Venezuela is therefore reliant on donations from the Pan-American Health Organization, the World Health Organization and the United Nations, as well as commercial exchanges with those governments willing to defy the United States, including China, Turkey, Russia, and Iran, as well as sizeable delegations of Cuban doctors, which have all helped alleviate the pandemic.

But deteriorating material conditions in the country, for which a combination of causes exists, including external imperialist meddling and internal inefficiency and corruption, are increasingly undermining these efforts.

Virtual schooling, for example, has all but failed, because of collapsed telecommunications networks and regular power failures, leaving a whole generation without education, largely thanks to a lack of public investment in these important areas.

Equally, government promises to cover the wages of small and medium-sized businesses have largely evaporated, and direct bonus schemes have only alleviated the economic situation without providing any structural solutions.

Water and fuel shortages caused by a deteriorated infrastructure and a lack of repair parts or prime materials, as well as increasing poverty and malnutrition caused by a profound economic contraction, have also exasperated day-to-day problems and mean that any large-scale covid outbreak will have a devastating impact, especially given the fragile health service.

For Venezuela’s upper classes, most of these problems are solved by throwing money at them, using specially assigned dollar-priced fuel stations, private water tankers, personal satellite connections, and even private electricity generators.

It is the poorest who are forced to choose between poverty and their health, frequently breaking quarantine to work, shop, or use overcrowded public transport, where infection is rife. Equally, it is the working class who are forced to make do with the minute amounts of soap or disinfectant they can afford in the current crisis of Venezuelan capitalism, with its rampant inflationary impact and decreasing real wages.

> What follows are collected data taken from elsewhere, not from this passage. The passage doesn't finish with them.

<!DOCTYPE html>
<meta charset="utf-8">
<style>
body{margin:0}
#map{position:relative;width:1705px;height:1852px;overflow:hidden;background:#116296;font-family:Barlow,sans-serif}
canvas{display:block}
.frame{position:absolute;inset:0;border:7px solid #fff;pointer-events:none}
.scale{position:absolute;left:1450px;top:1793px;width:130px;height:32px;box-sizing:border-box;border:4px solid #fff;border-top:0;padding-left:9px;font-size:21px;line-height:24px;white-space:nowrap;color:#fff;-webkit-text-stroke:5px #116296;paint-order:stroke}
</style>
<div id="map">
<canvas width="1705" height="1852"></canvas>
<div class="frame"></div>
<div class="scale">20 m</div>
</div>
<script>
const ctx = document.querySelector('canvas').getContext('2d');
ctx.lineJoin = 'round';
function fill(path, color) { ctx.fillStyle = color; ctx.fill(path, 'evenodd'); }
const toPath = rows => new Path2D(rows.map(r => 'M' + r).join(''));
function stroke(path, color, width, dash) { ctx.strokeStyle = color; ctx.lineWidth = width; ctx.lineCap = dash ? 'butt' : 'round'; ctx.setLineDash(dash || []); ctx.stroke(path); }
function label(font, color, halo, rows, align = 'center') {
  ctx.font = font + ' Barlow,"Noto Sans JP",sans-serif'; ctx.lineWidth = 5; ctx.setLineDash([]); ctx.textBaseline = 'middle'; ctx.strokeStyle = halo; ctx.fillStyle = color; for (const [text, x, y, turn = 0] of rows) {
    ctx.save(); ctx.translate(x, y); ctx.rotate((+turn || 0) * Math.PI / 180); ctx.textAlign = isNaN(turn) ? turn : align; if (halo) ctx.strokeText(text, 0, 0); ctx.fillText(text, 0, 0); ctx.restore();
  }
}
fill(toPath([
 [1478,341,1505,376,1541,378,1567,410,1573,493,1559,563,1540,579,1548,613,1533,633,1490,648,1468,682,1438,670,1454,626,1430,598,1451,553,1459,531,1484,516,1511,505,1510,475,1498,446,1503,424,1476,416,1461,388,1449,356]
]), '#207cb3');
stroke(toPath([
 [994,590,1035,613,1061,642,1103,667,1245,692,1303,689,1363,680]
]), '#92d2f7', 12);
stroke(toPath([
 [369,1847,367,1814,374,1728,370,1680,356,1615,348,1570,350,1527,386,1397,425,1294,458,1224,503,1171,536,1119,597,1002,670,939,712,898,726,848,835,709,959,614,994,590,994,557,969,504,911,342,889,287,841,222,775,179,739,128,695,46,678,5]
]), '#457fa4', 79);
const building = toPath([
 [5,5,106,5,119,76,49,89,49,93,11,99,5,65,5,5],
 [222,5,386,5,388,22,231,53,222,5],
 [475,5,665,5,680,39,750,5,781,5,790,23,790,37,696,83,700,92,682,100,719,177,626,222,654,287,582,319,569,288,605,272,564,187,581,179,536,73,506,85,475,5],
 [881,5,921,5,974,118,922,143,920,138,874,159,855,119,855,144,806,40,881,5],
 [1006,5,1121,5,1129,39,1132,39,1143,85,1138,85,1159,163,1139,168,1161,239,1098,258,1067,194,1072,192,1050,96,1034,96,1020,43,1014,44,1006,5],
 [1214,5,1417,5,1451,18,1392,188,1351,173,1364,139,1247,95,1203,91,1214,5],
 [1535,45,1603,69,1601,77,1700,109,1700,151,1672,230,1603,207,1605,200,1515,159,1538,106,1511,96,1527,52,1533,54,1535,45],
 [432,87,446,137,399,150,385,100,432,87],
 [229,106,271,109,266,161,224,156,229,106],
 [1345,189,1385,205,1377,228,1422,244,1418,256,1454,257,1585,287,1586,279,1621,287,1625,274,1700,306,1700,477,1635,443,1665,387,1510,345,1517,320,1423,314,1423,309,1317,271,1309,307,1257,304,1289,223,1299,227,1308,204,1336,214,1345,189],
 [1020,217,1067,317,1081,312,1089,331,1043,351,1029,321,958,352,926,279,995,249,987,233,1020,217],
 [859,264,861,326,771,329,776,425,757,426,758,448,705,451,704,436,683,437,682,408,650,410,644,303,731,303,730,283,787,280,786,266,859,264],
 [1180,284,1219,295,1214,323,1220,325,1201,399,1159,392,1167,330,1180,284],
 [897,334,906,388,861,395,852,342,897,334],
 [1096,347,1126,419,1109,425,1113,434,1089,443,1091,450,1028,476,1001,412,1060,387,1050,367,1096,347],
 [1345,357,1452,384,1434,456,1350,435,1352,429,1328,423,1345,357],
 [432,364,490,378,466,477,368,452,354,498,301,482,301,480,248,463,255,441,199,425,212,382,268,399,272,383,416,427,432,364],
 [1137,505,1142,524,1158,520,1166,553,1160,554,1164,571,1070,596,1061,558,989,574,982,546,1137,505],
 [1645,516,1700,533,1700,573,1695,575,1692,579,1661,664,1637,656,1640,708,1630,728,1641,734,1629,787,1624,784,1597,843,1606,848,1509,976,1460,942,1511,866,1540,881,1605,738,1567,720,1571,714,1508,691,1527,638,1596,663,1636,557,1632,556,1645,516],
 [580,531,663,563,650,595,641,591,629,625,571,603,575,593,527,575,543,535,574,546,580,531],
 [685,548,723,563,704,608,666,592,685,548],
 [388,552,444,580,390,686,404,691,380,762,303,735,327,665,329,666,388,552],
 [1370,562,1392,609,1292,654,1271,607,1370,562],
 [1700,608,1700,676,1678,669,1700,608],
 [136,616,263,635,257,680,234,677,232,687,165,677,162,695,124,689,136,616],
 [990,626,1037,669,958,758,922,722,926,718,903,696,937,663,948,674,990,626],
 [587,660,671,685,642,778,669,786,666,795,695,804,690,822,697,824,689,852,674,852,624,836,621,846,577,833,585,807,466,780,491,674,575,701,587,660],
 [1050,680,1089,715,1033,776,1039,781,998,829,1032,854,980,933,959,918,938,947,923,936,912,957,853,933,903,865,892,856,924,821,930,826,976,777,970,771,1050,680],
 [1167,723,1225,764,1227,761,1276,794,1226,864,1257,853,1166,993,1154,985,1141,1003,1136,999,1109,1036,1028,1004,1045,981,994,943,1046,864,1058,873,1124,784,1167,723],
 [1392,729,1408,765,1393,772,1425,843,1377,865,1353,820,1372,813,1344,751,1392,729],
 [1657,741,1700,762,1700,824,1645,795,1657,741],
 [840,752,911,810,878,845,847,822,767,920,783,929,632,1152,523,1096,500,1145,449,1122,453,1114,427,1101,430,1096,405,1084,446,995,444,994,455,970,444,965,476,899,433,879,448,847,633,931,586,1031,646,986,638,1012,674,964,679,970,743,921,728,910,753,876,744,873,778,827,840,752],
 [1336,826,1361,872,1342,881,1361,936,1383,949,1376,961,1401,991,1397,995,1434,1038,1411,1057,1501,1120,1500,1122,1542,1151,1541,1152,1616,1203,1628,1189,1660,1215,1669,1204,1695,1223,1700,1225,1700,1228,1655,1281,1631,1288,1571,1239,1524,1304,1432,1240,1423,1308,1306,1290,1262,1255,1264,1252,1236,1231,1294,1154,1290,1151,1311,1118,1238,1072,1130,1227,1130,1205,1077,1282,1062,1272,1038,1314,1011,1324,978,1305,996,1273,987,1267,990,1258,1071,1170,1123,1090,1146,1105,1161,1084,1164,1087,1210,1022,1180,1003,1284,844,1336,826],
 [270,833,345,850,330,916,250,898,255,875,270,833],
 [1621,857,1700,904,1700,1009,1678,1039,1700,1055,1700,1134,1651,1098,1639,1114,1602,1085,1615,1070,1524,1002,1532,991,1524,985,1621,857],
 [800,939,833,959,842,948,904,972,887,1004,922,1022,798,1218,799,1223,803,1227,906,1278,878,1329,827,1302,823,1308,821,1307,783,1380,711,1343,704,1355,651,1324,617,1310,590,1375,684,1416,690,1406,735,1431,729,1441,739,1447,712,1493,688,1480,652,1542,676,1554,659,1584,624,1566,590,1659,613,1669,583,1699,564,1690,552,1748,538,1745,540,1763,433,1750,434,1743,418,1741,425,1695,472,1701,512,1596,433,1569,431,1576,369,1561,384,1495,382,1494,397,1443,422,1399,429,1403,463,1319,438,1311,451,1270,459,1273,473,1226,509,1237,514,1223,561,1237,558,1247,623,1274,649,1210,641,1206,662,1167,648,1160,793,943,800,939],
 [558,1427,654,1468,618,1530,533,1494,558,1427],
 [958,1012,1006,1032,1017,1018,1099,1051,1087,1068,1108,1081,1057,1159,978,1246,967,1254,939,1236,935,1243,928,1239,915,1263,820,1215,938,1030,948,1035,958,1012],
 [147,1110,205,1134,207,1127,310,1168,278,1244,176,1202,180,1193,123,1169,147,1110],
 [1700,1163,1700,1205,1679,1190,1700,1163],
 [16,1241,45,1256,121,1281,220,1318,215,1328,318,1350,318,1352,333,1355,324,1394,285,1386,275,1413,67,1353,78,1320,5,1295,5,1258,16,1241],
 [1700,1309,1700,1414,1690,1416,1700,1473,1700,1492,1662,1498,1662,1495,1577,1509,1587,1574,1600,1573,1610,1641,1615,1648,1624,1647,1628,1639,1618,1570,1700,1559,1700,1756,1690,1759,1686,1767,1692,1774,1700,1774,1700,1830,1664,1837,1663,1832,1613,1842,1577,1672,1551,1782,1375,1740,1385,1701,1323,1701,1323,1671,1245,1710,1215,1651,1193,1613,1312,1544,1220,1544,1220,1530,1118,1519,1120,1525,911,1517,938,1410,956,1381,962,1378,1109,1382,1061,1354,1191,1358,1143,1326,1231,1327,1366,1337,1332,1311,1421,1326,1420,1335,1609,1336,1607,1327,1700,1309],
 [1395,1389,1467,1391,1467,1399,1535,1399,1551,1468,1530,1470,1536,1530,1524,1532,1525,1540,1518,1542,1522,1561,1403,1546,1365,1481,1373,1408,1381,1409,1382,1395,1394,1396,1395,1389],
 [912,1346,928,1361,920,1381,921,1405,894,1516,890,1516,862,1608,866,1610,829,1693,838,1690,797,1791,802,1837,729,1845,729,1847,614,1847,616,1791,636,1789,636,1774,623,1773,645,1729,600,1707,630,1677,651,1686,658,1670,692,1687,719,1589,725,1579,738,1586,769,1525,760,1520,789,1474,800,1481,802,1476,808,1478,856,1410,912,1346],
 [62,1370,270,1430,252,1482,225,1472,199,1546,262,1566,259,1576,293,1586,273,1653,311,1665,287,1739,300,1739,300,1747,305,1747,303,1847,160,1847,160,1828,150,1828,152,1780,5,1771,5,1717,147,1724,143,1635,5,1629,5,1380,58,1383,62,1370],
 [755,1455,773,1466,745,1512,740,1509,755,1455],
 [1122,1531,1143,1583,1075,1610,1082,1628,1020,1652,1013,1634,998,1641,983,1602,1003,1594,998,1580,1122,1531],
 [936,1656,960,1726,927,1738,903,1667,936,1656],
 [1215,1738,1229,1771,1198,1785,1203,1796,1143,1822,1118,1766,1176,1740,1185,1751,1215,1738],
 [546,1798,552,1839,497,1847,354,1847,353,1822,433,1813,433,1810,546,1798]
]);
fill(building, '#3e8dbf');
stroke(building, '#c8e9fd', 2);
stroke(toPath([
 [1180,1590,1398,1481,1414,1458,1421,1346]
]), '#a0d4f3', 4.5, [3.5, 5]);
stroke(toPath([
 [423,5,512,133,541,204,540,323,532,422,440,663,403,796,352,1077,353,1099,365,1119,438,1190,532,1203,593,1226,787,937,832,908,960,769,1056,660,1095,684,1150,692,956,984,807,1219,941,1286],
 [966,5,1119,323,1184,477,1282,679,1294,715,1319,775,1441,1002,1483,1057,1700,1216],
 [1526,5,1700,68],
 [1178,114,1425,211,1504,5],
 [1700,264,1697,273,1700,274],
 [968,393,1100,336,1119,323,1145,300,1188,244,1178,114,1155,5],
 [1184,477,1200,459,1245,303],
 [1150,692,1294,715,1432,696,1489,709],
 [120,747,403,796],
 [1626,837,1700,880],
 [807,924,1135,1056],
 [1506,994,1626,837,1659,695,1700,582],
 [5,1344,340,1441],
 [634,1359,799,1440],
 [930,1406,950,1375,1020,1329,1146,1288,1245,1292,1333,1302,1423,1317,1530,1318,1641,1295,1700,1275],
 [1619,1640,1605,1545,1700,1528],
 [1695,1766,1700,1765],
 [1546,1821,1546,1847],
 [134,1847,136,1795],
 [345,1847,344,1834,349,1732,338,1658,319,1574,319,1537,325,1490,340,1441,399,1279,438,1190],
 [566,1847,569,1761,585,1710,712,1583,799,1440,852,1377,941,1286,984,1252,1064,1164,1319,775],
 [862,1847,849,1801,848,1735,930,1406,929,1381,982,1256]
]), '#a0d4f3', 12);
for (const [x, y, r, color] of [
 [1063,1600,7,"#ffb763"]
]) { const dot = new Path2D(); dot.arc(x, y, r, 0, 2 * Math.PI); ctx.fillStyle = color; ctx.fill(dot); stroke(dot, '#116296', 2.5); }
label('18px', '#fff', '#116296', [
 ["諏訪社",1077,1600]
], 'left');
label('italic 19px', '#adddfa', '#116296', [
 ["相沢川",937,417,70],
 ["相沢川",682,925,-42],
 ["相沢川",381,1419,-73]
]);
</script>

Venezuela’s popular masses have demonstrated their elevated levels of social discipline and collective organisation time and again, but it is the class division and the impact of increasingly neo-liberal government policies on the people that will ultimately determine the national infection rate. It is the effectiveness (or not) of the government’s socio-economic agenda that will allow Venezuelans to stay at home or force them out into the streets.

Finally, it is the building of a popular correlation of forces that could apply enough pressure on the state to guarantee effective collective protection during the pandemic, and not the balderdash printed by the New York Times, that is the principal challenge for Venezuelans today.